(Data to use Opens)

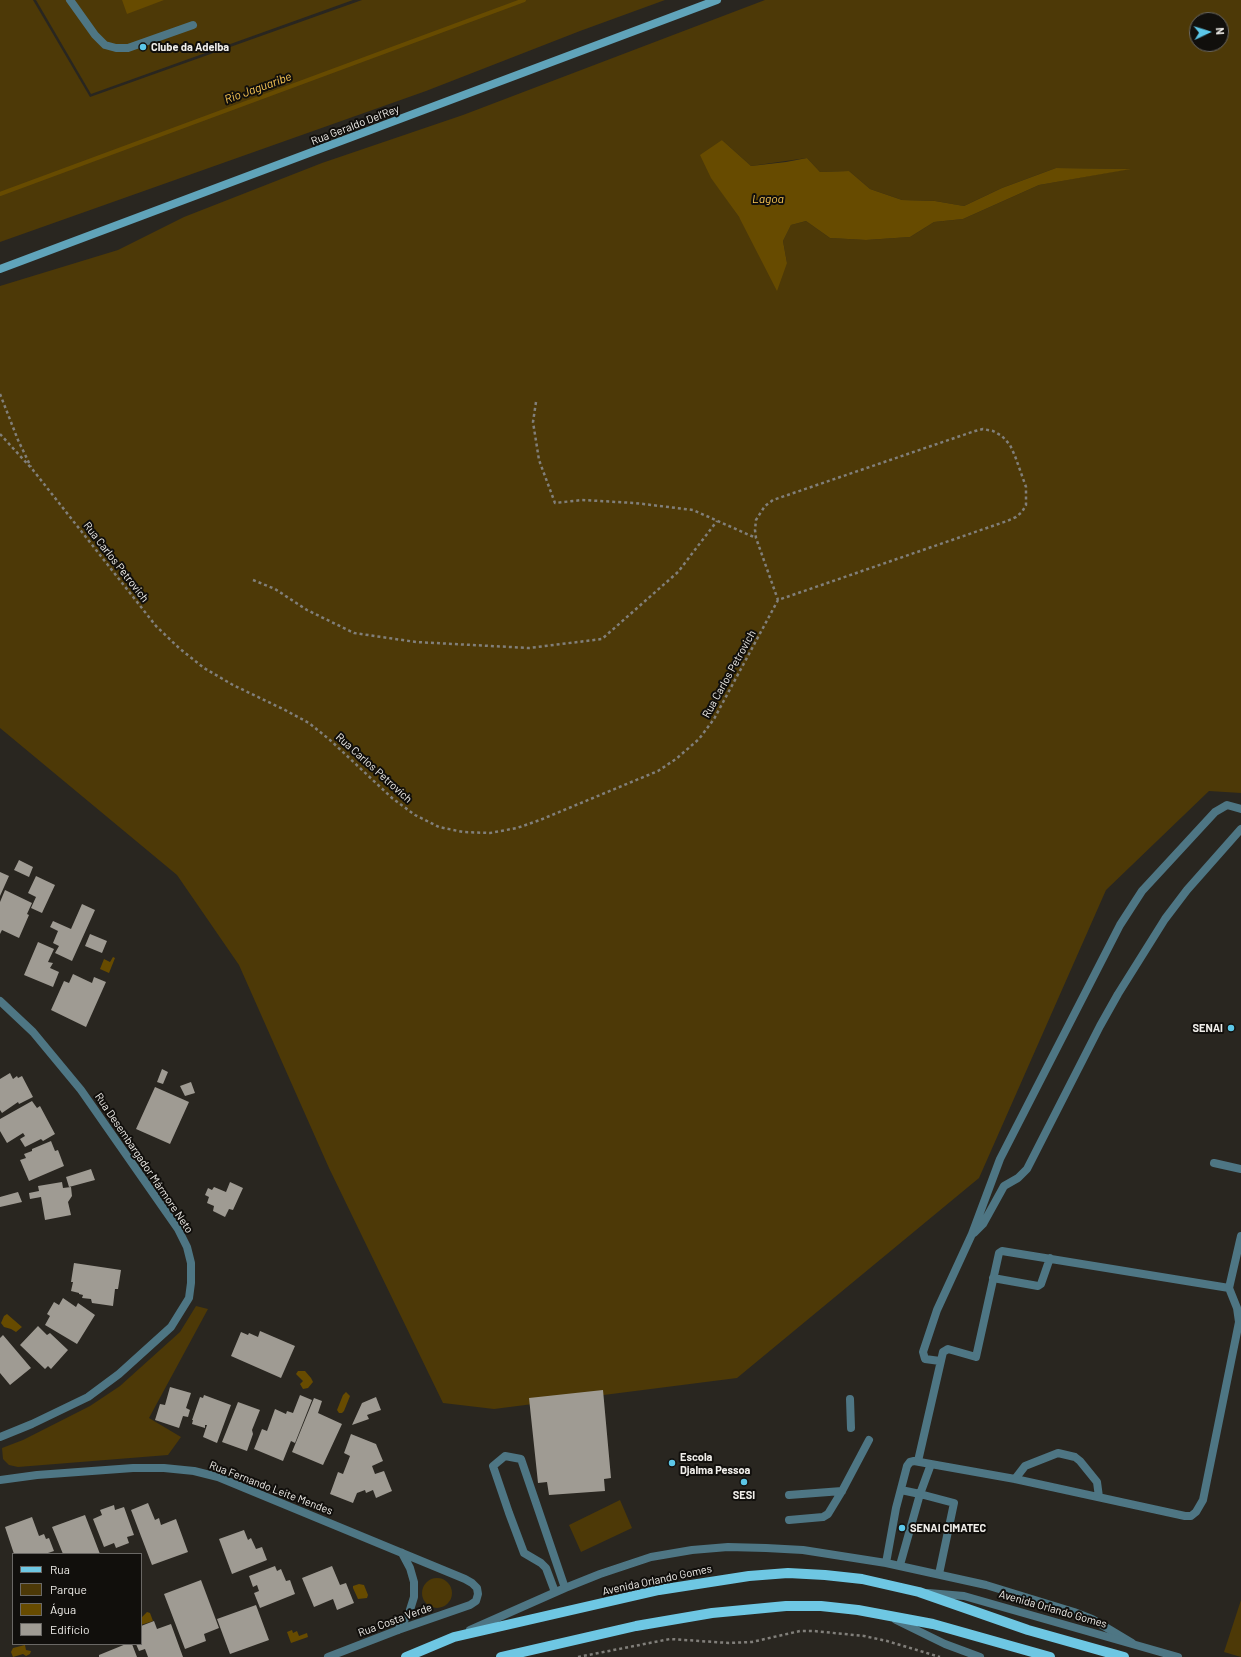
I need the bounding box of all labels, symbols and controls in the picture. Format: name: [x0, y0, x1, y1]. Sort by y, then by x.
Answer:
north arrow: [1189, 12, 1229, 52]
text: N: [1214, 27, 1227, 35]
place label: Clube da Adelba: [151, 40, 229, 54]
marker: Clube da Adelba: [138, 42, 148, 52]
water label: Rio Jaguaribe: [222, 69, 294, 107]
street label: Rua Geraldo Del'Rey: [309, 102, 401, 148]
water label: Lagoa: [752, 192, 784, 206]
street label: Rua Carlos Petrovich: [81, 519, 151, 605]
street label: Rua Carlos Petrovich: [699, 628, 759, 720]
street label: Rua Carlos Petrovich: [333, 730, 415, 806]
place label: SENAI: [1192, 1021, 1223, 1035]
marker: SENAI: [1226, 1023, 1236, 1033]
street label: Rua Desembargador Mármore Neto: [92, 1090, 196, 1236]
place label: Escola Djalma Pessoa: [680, 1450, 750, 1476]
street label: Rua Fernando Leite Mendes: [207, 1458, 335, 1518]
marker: Escola Djalma Pessoa: [667, 1458, 677, 1468]
marker: SESI: [739, 1477, 749, 1487]
place label: SESI: [733, 1488, 755, 1502]
place label: SENAI CIMATEC: [910, 1521, 986, 1535]
marker: SENAI CIMATEC: [897, 1523, 907, 1533]
legend: [12, 1553, 142, 1645]
text: Rua: [50, 1562, 70, 1576]
street label: Avenida Orlando Gomes: [601, 1562, 713, 1598]
text: Parque: [50, 1582, 87, 1596]
street label: Avenida Orlando Gomes: [998, 1587, 1108, 1631]
street label: Rua Costa Verde: [356, 1600, 434, 1640]
text: Água: [50, 1602, 76, 1616]
text: Edifício: [50, 1622, 90, 1636]

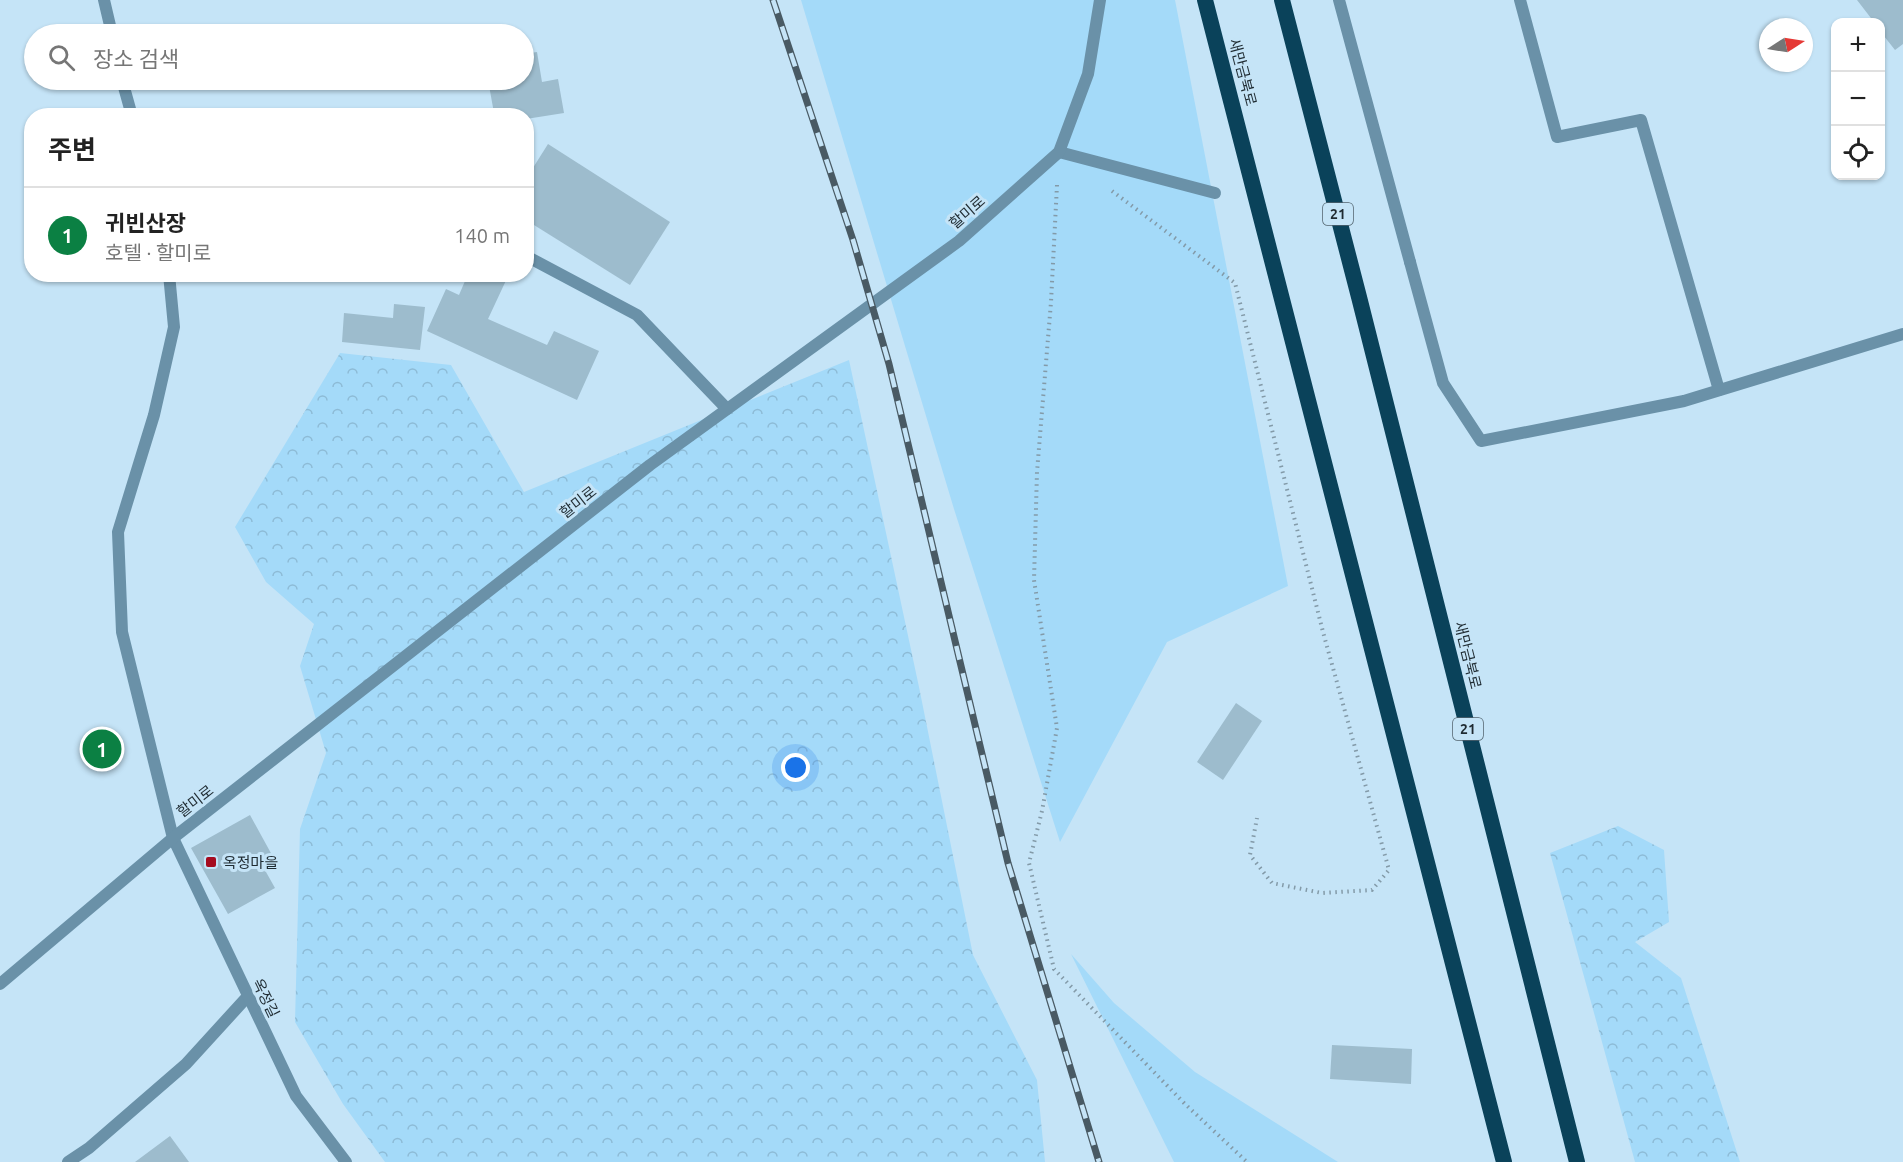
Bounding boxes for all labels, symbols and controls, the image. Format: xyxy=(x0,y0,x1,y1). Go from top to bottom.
north arrow xyxy=(1759,18,1813,72)
map controls xyxy=(1831,18,1885,180)
button: + xyxy=(1831,18,1885,72)
search box xyxy=(24,24,534,90)
street label: 새만금북로 xyxy=(1226,36,1260,108)
icon: search xyxy=(45,41,78,74)
text: 장소 검색 xyxy=(93,46,179,71)
button: − xyxy=(1831,72,1885,126)
button: locate xyxy=(1831,126,1885,180)
text: 주변 xyxy=(48,135,96,164)
street label: 할미로 xyxy=(946,192,988,232)
road number: 21 xyxy=(1323,203,1353,225)
text: 귀빈산장 xyxy=(105,210,186,235)
text: 1 xyxy=(62,224,73,247)
text: 140 m xyxy=(454,224,510,247)
text: 호텔 · 할미로 xyxy=(105,241,211,264)
street label: 할미로 xyxy=(556,483,600,521)
street label: 새만금북로 xyxy=(1451,619,1485,691)
road number: 21 xyxy=(1453,718,1483,740)
pin: 1 xyxy=(82,726,122,771)
your location xyxy=(781,753,810,782)
street label: 할미로 xyxy=(173,782,217,820)
place label: 옥정마을 xyxy=(223,854,278,871)
marker: 옥정마을 xyxy=(204,855,218,869)
street label: 옥정길 xyxy=(249,976,283,1020)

(Data to use Closes)

▶ Action item: Whenever a line in the records contains the word "place", copy that line.

▶ Task solution:
place label: Clube da Adelba: [151, 40, 229, 54]
place label: SENAI: [1192, 1021, 1223, 1035]
place label: Escola Djalma Pessoa: [680, 1450, 750, 1476]
place label: SESI: [733, 1488, 755, 1502]
place label: SENAI CIMATEC: [910, 1521, 986, 1535]
place label: 옥정마을 xyxy=(223,854,278,871)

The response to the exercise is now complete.